(Collected data entries)
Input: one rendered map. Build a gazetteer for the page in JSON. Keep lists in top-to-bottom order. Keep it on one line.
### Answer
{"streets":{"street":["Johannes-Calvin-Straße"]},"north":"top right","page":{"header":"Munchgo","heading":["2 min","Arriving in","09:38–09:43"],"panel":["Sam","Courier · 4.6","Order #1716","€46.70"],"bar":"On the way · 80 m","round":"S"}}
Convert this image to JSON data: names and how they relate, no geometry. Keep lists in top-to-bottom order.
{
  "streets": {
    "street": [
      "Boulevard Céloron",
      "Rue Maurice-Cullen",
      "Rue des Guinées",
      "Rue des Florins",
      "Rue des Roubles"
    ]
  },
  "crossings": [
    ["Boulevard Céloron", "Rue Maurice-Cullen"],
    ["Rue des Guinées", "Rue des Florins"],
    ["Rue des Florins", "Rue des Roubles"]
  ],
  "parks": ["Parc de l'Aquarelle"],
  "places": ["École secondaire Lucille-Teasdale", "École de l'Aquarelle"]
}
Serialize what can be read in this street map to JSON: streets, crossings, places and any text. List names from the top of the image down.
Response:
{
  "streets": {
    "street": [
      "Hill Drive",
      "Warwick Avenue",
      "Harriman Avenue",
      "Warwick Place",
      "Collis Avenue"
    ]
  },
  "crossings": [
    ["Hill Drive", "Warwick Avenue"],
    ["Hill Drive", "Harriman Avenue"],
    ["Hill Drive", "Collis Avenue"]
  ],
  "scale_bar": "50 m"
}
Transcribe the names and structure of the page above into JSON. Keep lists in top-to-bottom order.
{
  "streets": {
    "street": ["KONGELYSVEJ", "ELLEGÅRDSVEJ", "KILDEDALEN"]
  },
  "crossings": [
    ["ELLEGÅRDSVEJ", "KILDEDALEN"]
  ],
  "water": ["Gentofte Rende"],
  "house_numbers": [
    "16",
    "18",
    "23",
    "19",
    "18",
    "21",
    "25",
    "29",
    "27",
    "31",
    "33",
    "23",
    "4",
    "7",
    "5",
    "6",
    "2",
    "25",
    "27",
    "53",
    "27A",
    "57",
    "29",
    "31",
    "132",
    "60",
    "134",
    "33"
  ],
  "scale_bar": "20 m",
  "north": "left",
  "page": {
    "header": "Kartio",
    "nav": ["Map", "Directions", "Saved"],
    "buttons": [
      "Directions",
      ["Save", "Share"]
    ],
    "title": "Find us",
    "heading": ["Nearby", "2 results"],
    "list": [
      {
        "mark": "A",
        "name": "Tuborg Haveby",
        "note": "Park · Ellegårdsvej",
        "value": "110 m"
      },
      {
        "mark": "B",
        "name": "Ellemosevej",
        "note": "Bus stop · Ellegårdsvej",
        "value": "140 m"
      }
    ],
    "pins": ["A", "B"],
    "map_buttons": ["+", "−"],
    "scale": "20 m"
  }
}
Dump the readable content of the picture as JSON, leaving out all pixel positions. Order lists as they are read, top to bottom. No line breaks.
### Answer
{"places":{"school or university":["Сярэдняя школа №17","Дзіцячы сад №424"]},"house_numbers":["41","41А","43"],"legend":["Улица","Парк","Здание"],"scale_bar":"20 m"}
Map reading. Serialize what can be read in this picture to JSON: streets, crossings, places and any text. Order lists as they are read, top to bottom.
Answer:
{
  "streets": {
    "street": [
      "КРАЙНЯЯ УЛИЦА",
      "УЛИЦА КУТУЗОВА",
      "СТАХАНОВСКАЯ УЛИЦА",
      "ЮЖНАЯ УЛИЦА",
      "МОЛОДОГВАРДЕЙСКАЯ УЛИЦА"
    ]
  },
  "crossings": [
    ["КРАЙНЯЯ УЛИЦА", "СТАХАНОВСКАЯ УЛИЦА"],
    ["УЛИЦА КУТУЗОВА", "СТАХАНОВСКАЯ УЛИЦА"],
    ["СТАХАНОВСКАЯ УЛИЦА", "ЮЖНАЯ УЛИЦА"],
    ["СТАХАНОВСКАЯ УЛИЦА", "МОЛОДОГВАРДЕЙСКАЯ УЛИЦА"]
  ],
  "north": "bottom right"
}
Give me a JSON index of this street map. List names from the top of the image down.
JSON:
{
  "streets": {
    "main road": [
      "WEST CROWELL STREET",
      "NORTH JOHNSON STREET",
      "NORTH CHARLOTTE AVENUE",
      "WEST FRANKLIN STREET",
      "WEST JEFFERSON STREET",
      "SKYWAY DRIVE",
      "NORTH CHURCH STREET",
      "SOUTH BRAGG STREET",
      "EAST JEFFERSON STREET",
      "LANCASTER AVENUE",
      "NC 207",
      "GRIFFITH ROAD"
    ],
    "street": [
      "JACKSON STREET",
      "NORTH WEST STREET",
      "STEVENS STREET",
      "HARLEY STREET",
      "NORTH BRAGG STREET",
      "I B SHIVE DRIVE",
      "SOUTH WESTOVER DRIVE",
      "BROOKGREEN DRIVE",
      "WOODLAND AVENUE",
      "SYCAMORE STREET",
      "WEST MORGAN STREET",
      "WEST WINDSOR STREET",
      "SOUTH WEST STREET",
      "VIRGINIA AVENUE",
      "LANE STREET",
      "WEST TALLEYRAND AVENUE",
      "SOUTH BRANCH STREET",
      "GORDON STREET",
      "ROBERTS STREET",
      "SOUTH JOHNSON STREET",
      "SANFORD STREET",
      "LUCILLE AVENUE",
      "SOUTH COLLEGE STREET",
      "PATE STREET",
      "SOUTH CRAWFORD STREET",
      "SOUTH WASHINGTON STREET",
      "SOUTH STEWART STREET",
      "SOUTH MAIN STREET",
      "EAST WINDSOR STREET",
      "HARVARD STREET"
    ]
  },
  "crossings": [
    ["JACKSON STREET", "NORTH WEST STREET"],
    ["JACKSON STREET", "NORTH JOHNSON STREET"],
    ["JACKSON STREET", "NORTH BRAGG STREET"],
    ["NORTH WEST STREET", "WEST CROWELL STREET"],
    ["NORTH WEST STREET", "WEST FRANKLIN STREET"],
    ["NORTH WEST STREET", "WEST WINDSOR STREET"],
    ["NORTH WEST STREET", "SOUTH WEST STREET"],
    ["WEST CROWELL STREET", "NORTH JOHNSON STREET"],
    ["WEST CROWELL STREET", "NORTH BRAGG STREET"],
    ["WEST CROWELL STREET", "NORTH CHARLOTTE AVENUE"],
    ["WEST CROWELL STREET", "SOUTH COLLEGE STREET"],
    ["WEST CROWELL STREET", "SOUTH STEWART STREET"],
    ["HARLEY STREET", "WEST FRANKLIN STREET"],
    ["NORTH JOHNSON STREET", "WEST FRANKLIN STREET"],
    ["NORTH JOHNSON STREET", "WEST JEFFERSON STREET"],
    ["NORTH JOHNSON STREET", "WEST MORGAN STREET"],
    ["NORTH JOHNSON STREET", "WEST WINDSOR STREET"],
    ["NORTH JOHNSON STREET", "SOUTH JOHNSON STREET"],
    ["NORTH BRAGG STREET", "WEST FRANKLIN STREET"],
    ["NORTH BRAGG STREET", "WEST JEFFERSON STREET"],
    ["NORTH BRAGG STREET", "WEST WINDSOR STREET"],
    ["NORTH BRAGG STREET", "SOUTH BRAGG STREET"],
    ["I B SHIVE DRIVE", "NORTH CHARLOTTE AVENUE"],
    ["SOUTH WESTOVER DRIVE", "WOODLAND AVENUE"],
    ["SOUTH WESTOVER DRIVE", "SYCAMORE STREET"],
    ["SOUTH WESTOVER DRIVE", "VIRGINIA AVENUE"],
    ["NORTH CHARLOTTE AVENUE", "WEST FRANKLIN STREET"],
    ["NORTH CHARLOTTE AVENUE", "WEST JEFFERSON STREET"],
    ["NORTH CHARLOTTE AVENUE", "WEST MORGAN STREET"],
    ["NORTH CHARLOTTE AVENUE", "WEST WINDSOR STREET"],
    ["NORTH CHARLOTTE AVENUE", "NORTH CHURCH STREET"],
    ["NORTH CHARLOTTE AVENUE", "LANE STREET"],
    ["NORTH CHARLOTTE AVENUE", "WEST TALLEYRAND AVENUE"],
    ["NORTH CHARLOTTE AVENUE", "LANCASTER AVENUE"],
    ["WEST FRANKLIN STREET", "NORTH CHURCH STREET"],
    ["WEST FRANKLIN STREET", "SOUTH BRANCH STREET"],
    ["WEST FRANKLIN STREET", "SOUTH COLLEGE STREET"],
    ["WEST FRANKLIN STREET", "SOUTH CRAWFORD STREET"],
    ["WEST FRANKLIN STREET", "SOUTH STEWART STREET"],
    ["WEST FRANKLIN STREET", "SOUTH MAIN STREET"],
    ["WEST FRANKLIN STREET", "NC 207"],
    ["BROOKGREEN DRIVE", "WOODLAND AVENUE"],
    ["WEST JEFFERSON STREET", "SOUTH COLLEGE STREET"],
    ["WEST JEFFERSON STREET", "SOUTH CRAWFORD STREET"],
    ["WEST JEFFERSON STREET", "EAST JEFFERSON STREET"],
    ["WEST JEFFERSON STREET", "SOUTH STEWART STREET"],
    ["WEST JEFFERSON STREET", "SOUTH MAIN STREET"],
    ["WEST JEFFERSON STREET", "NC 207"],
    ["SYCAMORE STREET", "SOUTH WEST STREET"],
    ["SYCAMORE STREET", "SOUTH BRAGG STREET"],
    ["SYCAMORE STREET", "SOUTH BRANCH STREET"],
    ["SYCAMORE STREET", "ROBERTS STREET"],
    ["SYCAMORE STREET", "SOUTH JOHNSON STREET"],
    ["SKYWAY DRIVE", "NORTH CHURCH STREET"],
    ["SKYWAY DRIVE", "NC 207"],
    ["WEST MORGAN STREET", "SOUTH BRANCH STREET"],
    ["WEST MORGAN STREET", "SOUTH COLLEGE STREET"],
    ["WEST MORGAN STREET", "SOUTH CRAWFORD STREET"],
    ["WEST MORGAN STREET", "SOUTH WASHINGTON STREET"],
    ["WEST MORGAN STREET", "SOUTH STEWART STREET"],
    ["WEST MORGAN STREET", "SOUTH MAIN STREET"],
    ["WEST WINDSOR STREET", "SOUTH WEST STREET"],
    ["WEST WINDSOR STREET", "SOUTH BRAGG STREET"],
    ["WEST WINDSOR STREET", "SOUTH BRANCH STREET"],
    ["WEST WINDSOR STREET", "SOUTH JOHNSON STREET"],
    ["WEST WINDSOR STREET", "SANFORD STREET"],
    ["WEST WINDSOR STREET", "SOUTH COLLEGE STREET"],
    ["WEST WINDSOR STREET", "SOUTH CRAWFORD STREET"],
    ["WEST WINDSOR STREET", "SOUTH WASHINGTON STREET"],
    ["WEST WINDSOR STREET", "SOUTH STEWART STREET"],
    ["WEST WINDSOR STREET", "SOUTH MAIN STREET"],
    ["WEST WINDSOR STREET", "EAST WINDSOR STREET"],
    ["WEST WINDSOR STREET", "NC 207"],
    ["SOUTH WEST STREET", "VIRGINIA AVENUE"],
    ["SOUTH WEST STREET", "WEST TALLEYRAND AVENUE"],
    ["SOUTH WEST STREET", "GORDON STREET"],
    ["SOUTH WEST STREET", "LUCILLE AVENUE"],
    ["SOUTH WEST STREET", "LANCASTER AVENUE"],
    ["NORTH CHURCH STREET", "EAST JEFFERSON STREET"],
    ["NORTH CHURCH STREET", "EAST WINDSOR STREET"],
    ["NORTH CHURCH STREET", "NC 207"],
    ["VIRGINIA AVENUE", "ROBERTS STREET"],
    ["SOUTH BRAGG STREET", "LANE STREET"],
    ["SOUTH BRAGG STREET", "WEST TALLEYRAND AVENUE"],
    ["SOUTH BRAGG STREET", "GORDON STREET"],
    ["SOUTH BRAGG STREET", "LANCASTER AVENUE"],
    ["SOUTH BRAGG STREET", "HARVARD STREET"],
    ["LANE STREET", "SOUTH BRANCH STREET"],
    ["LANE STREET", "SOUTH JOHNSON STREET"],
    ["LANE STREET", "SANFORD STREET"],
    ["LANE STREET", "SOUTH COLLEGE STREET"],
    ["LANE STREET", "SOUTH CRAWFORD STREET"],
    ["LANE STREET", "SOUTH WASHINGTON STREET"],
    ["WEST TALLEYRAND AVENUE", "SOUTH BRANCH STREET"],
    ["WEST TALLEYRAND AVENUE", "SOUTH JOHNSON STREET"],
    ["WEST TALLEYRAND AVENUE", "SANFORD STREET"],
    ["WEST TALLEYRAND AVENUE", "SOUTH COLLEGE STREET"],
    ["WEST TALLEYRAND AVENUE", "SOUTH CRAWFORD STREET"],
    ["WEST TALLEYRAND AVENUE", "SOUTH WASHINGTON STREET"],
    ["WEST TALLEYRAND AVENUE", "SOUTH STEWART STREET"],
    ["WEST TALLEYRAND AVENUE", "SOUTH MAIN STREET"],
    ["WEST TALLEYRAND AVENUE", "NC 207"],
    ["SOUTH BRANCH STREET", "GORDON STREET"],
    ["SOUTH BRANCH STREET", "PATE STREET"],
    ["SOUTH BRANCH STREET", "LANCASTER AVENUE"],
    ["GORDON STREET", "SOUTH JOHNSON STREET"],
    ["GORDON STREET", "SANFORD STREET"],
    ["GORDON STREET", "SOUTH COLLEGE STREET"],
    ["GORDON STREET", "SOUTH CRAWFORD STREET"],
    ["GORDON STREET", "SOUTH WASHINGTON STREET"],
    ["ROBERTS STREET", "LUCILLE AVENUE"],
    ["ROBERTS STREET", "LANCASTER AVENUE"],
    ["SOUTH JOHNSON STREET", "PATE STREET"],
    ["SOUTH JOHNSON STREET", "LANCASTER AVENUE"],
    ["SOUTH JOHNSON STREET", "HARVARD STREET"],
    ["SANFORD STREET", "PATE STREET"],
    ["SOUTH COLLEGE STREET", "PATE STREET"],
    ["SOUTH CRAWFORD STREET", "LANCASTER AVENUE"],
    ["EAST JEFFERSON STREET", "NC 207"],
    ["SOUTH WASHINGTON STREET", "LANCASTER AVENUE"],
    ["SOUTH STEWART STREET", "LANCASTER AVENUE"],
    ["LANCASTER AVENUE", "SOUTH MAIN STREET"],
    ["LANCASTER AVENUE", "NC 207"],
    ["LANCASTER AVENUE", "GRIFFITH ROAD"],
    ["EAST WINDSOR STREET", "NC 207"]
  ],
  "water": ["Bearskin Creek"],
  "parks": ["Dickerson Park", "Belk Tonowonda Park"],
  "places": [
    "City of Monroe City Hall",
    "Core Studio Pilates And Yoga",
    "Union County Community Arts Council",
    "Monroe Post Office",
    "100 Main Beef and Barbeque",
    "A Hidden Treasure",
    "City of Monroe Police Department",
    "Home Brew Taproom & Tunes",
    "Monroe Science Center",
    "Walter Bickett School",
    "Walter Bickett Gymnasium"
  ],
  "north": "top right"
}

# Task prompt
Nothing beyond the line containing "Serialize what can be read in this street" is to be output; the lines above, from the first one onward to that line, are to be transcribed exactly.

# Exercise response
Input: one rendered map. Build a gazetteer for the page in JSON. Keep lists in top-to-bottom order. Keep it on one line.
### Answer
{"streets":{"street":["Johannes-Calvin-Straße"]},"north":"top right","page":{"header":"Munchgo","heading":["2 min","Arriving in","09:38–09:43"],"panel":["Sam","Courier · 4.6","Order #1716","€46.70"],"bar":"On the way · 80 m","round":"S"}}
Convert this image to JSON data: names and how they relate, no geometry. Keep lists in top-to-bottom order.
{
  "streets": {
    "street": [
      "Boulevard Céloron",
      "Rue Maurice-Cullen",
      "Rue des Guinées",
      "Rue des Florins",
      "Rue des Roubles"
    ]
  },
  "crossings": [
    ["Boulevard Céloron", "Rue Maurice-Cullen"],
    ["Rue des Guinées", "Rue des Florins"],
    ["Rue des Florins", "Rue des Roubles"]
  ],
  "parks": ["Parc de l'Aquarelle"],
  "places": ["École secondaire Lucille-Teasdale", "École de l'Aquarelle"]
}
Serialize what can be read in this street map to JSON: streets, crossings, places and any text. List names from the top of the image down.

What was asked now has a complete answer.